本発明では、神経分化用培地として、DMEM/F12培地とNeurobasal Medium培地を体積比１：１で混合した混合培地に、N2 supplement、B27 supplement、BDNF、GDNF、及びNT3を添加した培地を好適に用いることができる。

前記外来性Ngn2及びFezlを発現する多能性幹細胞の培養は、単独で（すなわち、他種細胞の非存在下で）行うことができるが、上位運動ニューロンへの分化効率を向上させるために、グリア細胞の共存下で行ってもよい。本発明においてグリア細胞とは、神経系を構成する非神経細胞を指し、マイクログリア、アストロサイト、オリゴデンドロサイト、上衣細胞、およびシュワン細胞等が例示される。

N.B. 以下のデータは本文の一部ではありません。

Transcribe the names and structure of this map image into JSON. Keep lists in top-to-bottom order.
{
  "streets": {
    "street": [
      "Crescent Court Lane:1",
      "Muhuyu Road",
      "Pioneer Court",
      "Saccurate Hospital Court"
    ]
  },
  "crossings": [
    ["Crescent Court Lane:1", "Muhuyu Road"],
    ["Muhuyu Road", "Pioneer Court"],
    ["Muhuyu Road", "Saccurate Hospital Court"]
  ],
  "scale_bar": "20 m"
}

このうち、本発明において最も好ましいグリア細胞はアストロサイトである。

本発明では、前記外来性Ngn2及びFezlが導入された多能性幹細胞をグリア細胞（特に好ましくは、アストロサイト）のフィーダー層上に播種／培養し、前記外来性遺伝子の発現誘導を行うことが好ましい。本発明に用いるグリア細胞は、ヒト、マウスいずれのものでもよく、入手し易さの点からはマウスのグリア細胞が好適である。
グリア細胞は、当業者に周知の方法に従い、マウス胎児又は新生児の脳から容易に調製することができる（例として、Jacquier A., et al, Hum. Mol. Genet., 18:2127-2139, 2009参照）。各社から市販されている製品を用いてもよく、また、細胞バンクからも入手可能である（例として、国立研究開発法人医薬基盤・健康・栄養研究所のJCRB細胞バンク（http://cellbank.nibiohn.go.jp/）のMA-89（寄託番号：IFO50293））。

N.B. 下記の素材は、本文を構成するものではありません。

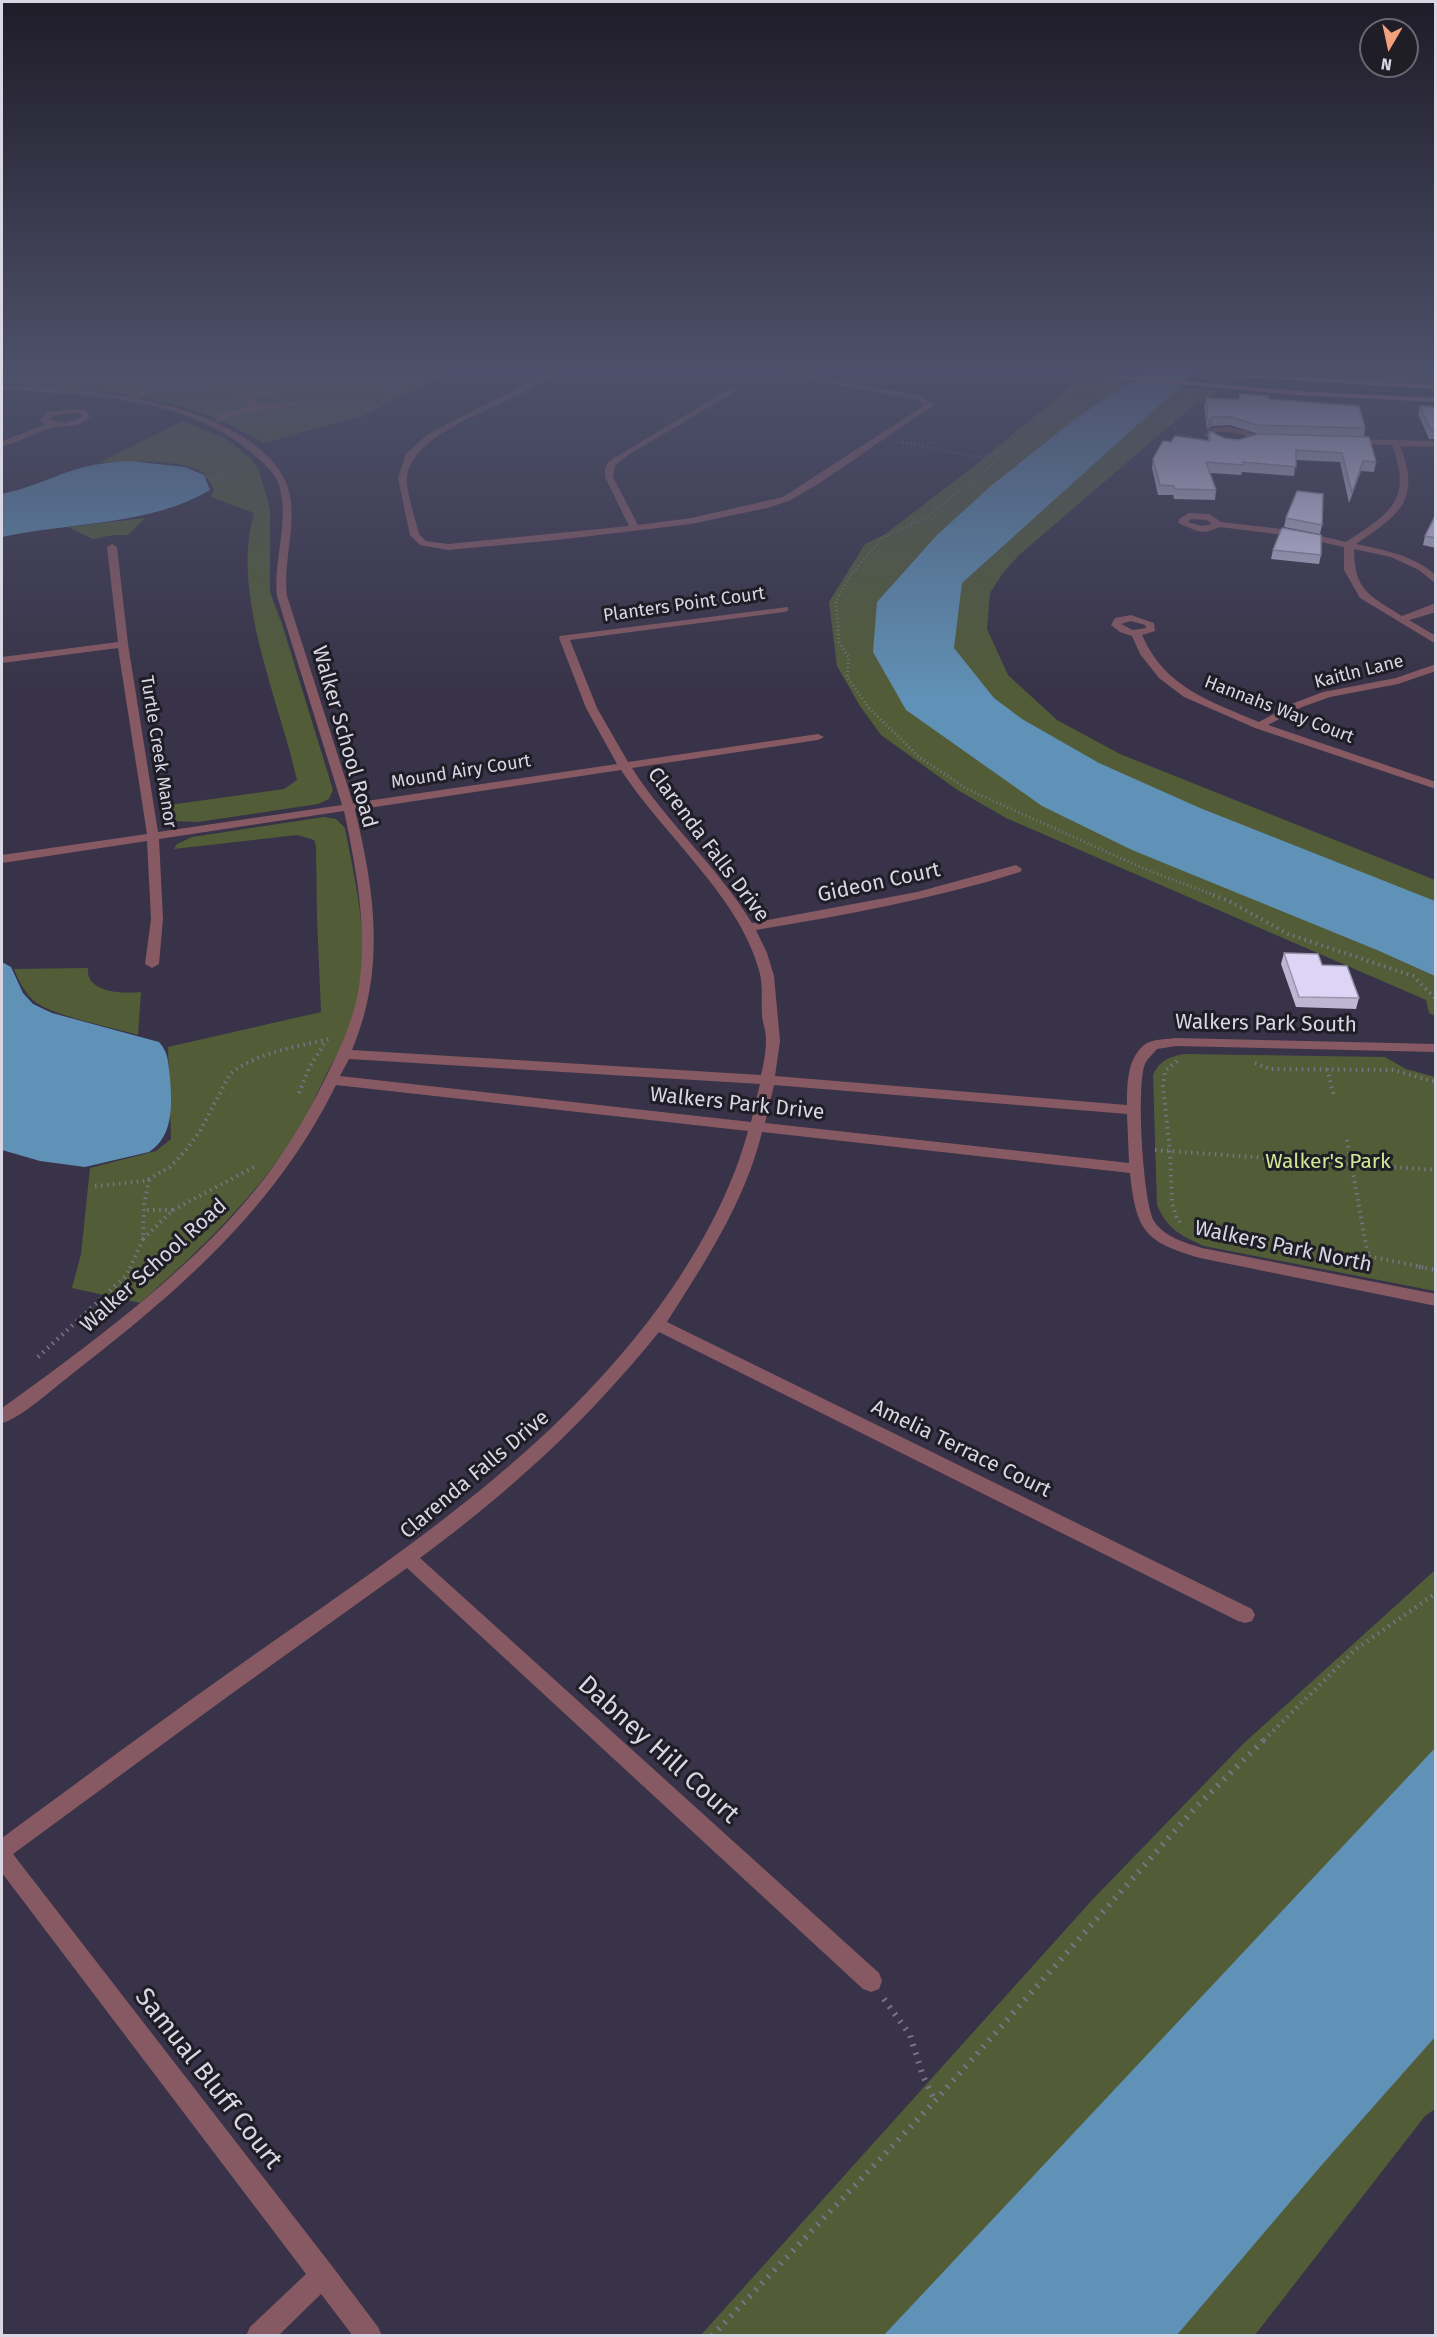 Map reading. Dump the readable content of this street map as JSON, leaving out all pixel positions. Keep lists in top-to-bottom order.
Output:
{
  "streets": {
    "street": [
      "Planters Point Court",
      "Kaitln Lane",
      "Hannahs Way Court",
      "Walker School Road",
      "Turtle Creek Manor",
      "Mound Airy Court",
      "Clarenda Falls Drive",
      "Gideon Court",
      "Walkers Park South",
      "Walkers Park Drive",
      "Walkers Park North",
      "Amelia Terrace Court",
      "Dabney Hill Court",
      "Samual Bluff Court"
    ]
  },
  "crossings": [
    ["Planters Point Court", "Clarenda Falls Drive"],
    ["Kaitln Lane", "Hannahs Way Court"],
    ["Walker School Road", "Mound Airy Court"],
    ["Walker School Road", "Walkers Park Drive"],
    ["Turtle Creek Manor", "Mound Airy Court"],
    ["Mound Airy Court", "Clarenda Falls Drive"],
    ["Clarenda Falls Drive", "Gideon Court"],
    ["Clarenda Falls Drive", "Walkers Park Drive"],
    ["Clarenda Falls Drive", "Amelia Terrace Court"],
    ["Clarenda Falls Drive", "Dabney Hill Court"],
    ["Walkers Park South", "Walkers Park Drive"],
    ["Walkers Park South", "Walkers Park North"],
    ["Walkers Park Drive", "Walkers Park North"]
  ],
  "parks": ["Walker's Park"],
  "north": "bottom"
}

前記外来性Ngn2及びFezlを発現する多能性幹細胞を培養して上位運動ニューロンに分化誘導する際の培養温度は特に限定されないが、約30-40℃、好ましくは約37℃である。CO₂含有空気の雰囲気下での培養が好ましく、CO₂濃度は好ましくは約2-5％である。

＜錐体細胞及び上位運動ニューロン＞
錐体細胞は、大脳皮質と海馬に存在するグルタミン酸作動性の興奮性ニューロンである。錐体細胞は、形態的及び生理学的な特徴からさまざまなサブタイプに分類されており、それぞれが機能的にも異なる役割を果たしていると考えられている。

本発明では、“β-III tubulin又はMAP2（microtubule-associated protein 2）陽性の突起（神経突起と呼ぶ場合がある）を少なくとも１以上有する細胞”を“ニューロン”と定義する。そして、本発明における“錐体細胞”とは、“前記ニューロンの定義を満たし、さらに錐体細胞のマーカー遺伝子を１以上発現する細胞”と定義される。前記錐体細胞のマーカー遺伝子としては、例えば、CaMKII(calcium/calmodulin-dependent protein kinase II；ヒト：NM_015981、NP_057065、マウス：NM_177407、NP_803126)、OTX1（orthodenticle homeobox 1；NM_014562、NP_055377）等が挙げられる。
本明細書では、“前記錐体細胞の定義を満たす細胞であって、さらにシナプス形成能を獲得した細胞”を、機能的な分化が完了した錐体細胞という意味で、“成熟した錐体細胞”と呼ぶ。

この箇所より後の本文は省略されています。